## Assigned task
In the records below, locate the line containing "For a GIS import: Read", then output that line and all later lines exactly, through the last one.
Start of Records
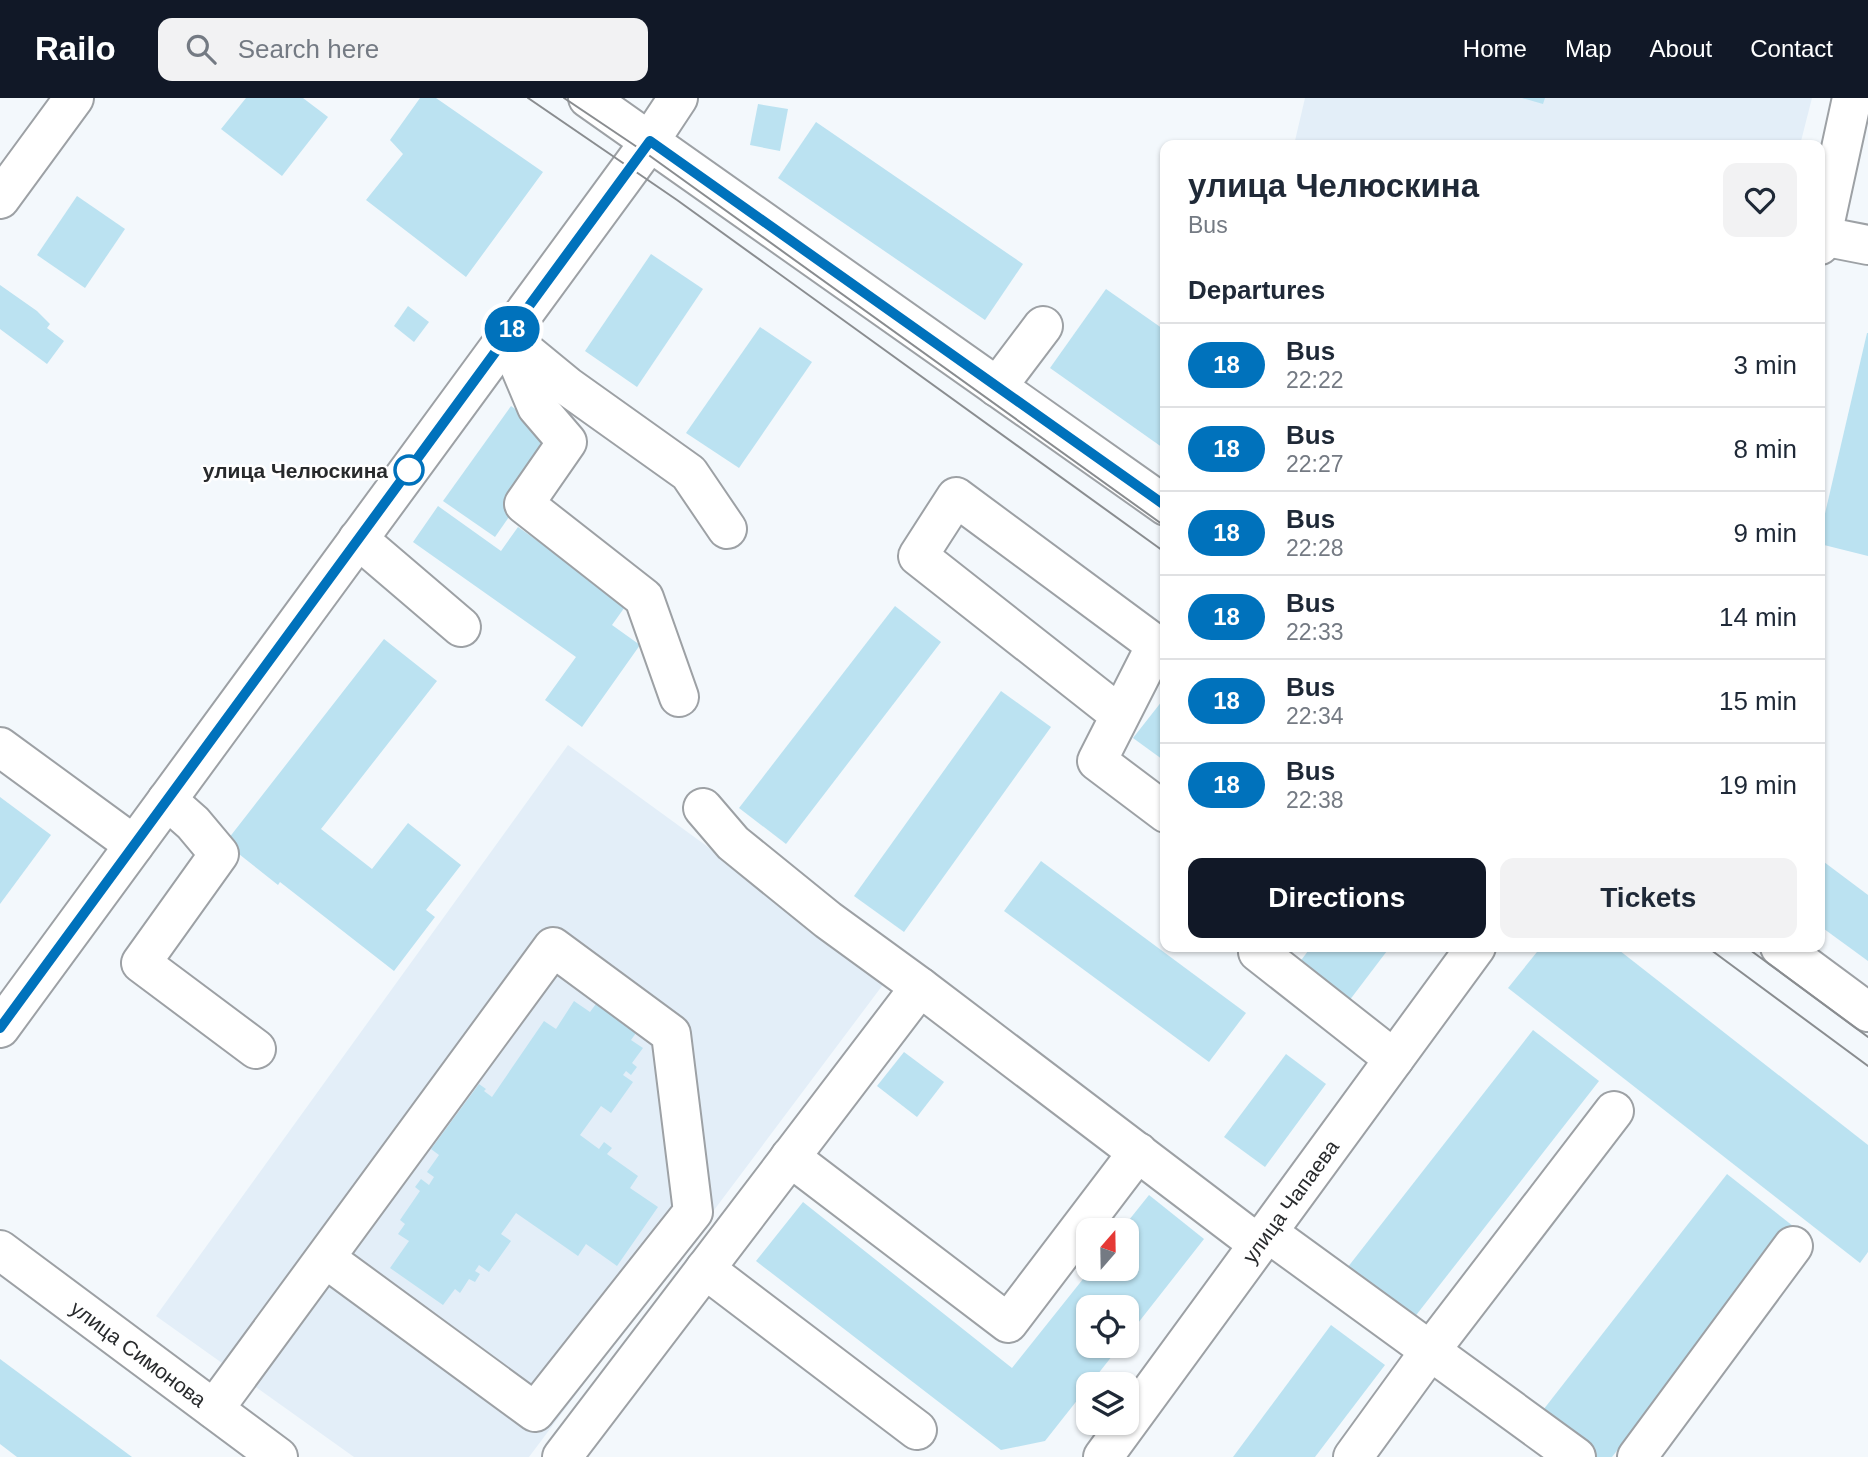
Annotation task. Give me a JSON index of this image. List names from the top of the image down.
{
  "streets": {
    "street": ["улица Чапаева", "улица Симонова"]
  },
  "places": ["улица Челюскина"],
  "lines": ["bus line 18"],
  "north": "top",
  "page": {
    "header": "Railo",
    "search": "Search here",
    "nav": [
      "Home",
      "Map",
      "About",
      "Contact"
    ],
    "on_map": "18",
    "heading": [
      ["улица Челюскина", "Bus"],
      "Departures"
    ],
    "list": [
      {
        "mark": "18",
        "name": "Bus",
        "note": "22:22",
        "value": "3 min"
      },
      {
        "mark": "18",
        "name": "Bus",
        "note": "22:27",
        "value": "8 min"
      },
      {
        "mark": "18",
        "name": "Bus",
        "note": "22:28",
        "value": "9 min"
      },
      {
        "mark": "18",
        "name": "Bus",
        "note": "22:33",
        "value": "14 min"
      },
      {
        "mark": "18",
        "name": "Bus",
        "note": "22:34",
        "value": "15 min"
      },
      {
        "mark": "18",
        "name": "Bus",
        "note": "22:38",
        "value": "19 min"
      }
    ],
    "buttons": ["Directions", "Tickets"]
  }
}
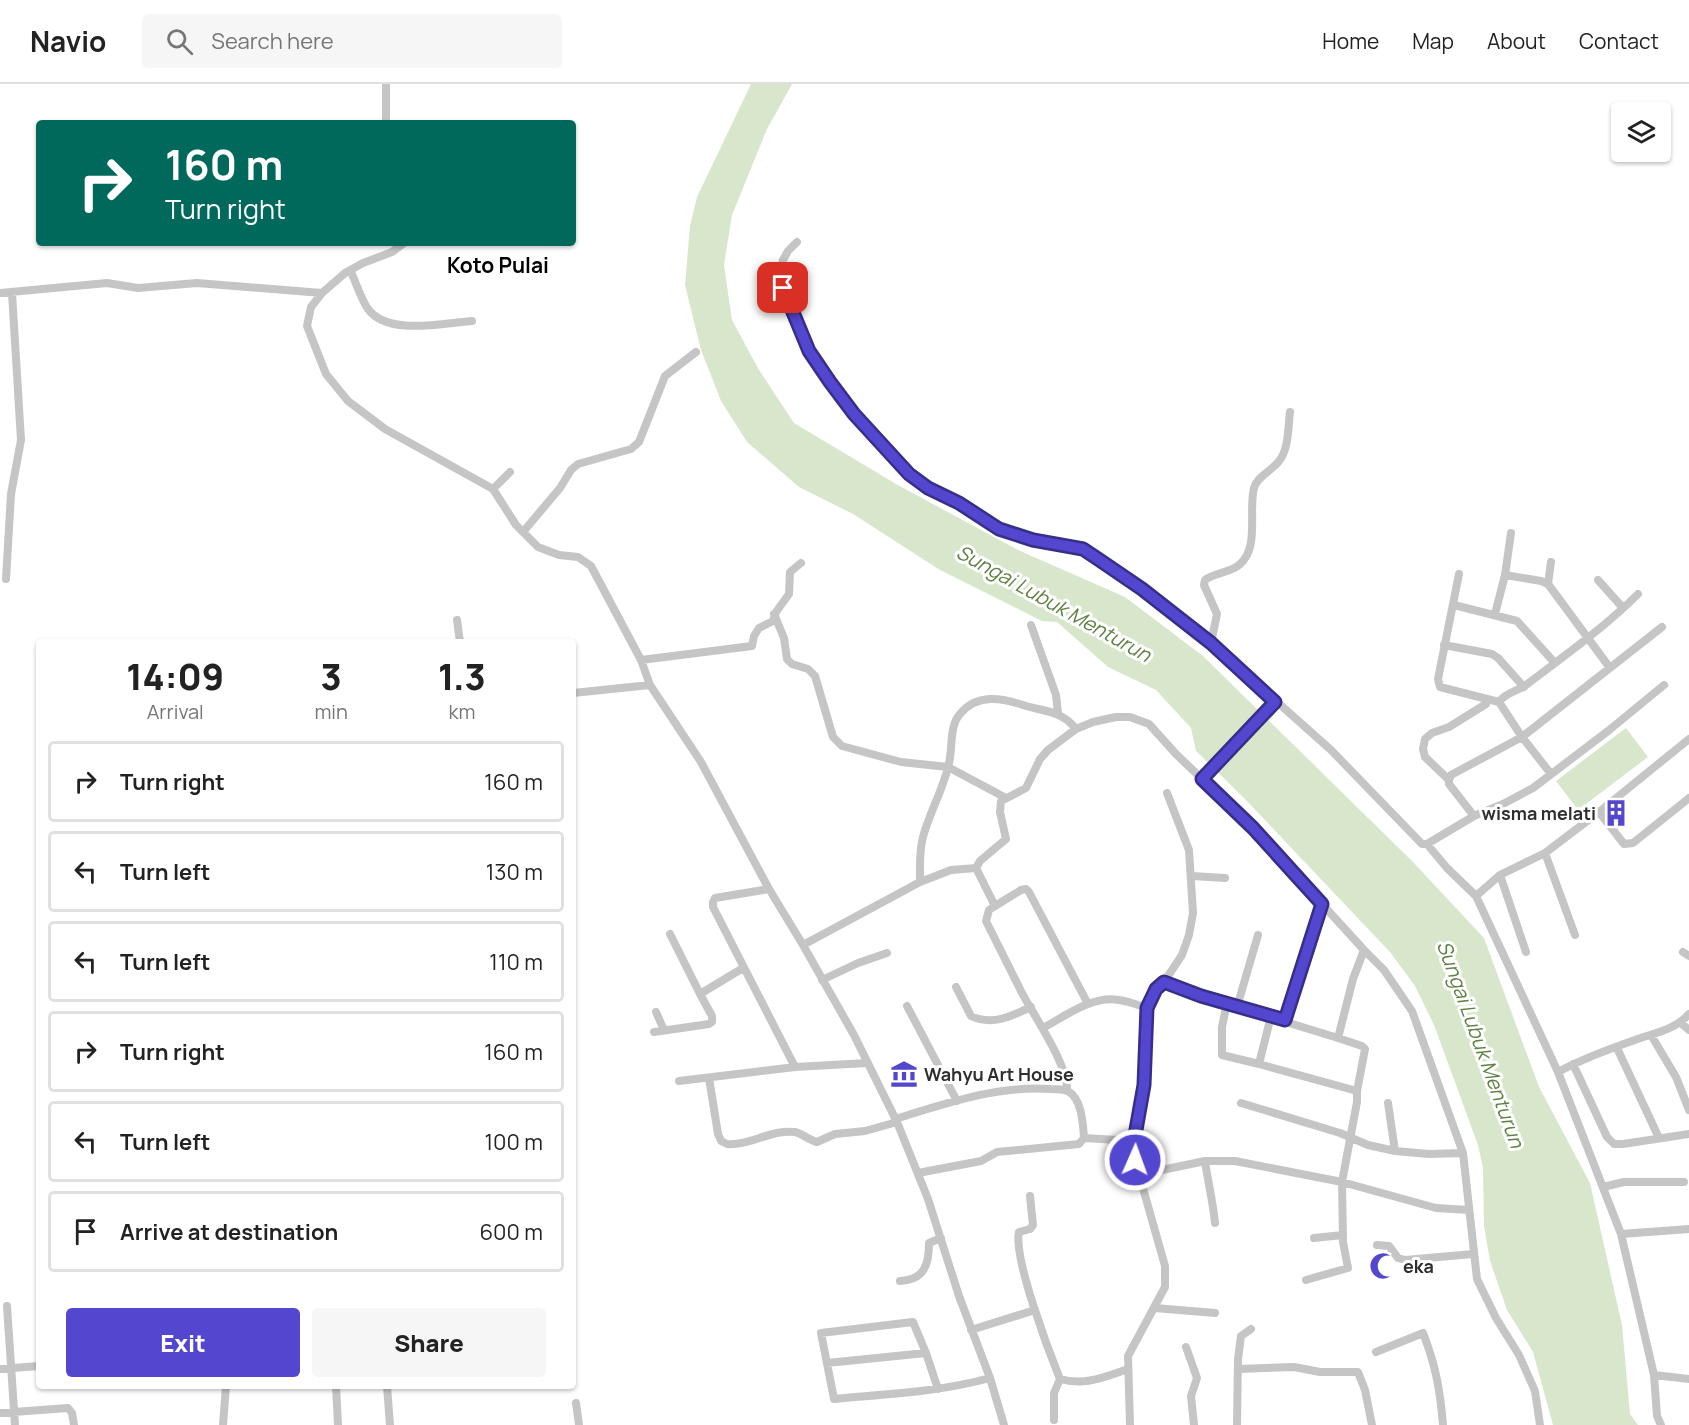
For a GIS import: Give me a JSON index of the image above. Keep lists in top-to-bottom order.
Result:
{
  "districts": ["Koto Pulai"],
  "water": ["Sungai Lubuk Menturun"],
  "places": {
    "building": ["wisma melati"],
    "museum": ["Wahyu Art House"],
    "mosque": ["eka"]
  },
  "page": {
    "header": "Navio",
    "search": "Search here",
    "nav": [
      "Home",
      "Map",
      "About",
      "Contact"
    ],
    "turn": ["160 m", "Turn right"],
    "eta": [
      "14:09",
      "Arrival",
      "3",
      "min",
      "1.3",
      "km"
    ],
    "list": [
      {
        "name": "Turn right",
        "value": "160 m"
      },
      {
        "name": "Turn left",
        "value": "130 m"
      },
      {
        "name": "Turn left",
        "value": "110 m"
      },
      {
        "name": "Turn right",
        "value": "160 m"
      },
      {
        "name": "Turn left",
        "value": "100 m"
      },
      {
        "name": "Arrive at destination",
        "value": "600 m"
      }
    ],
    "buttons": ["Exit", "Share"]
  }
}
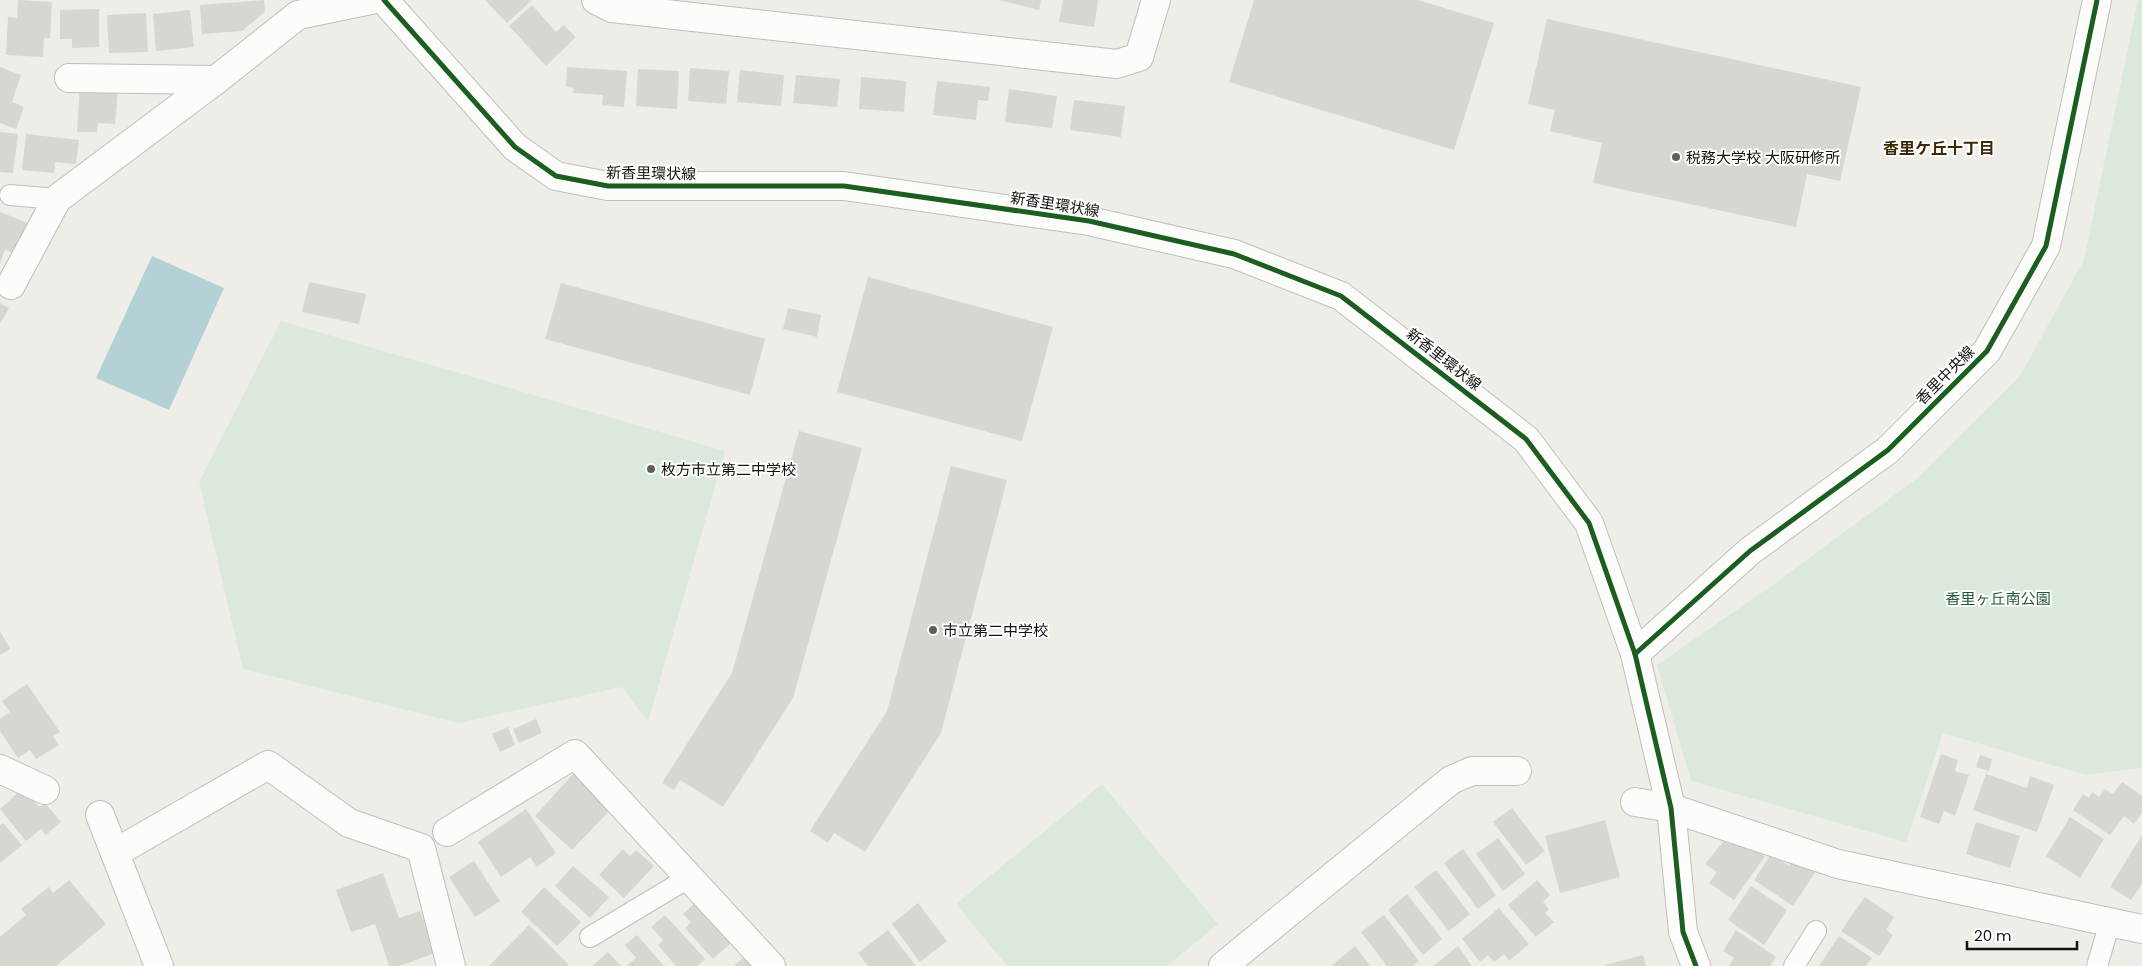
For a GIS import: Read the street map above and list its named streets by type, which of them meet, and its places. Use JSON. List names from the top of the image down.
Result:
{
  "streets": {
    "street": ["新香里環状線", "香里中央線"]
  },
  "crossings": [
    ["新香里環状線", "香里中央線"]
  ],
  "districts": ["香里ケ丘十丁目"],
  "parks": ["香里ヶ丘南公園"],
  "places": ["税務大学校 大阪研修所", "枚方市立第二中学校", "市立第二中学校"],
  "scale_bar": "20 m"
}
End of Records
## Response area
For a GIS import: Read the street map above and list its named streets by type, which of them meet, and its places. Use JSON. List names from the top of the image down.
Result:
{
  "streets": {
    "street": ["新香里環状線", "香里中央線"]
  },
  "crossings": [
    ["新香里環状線", "香里中央線"]
  ],
  "districts": ["香里ケ丘十丁目"],
  "parks": ["香里ヶ丘南公園"],
  "places": ["税務大学校 大阪研修所", "枚方市立第二中学校", "市立第二中学校"],
  "scale_bar": "20 m"
}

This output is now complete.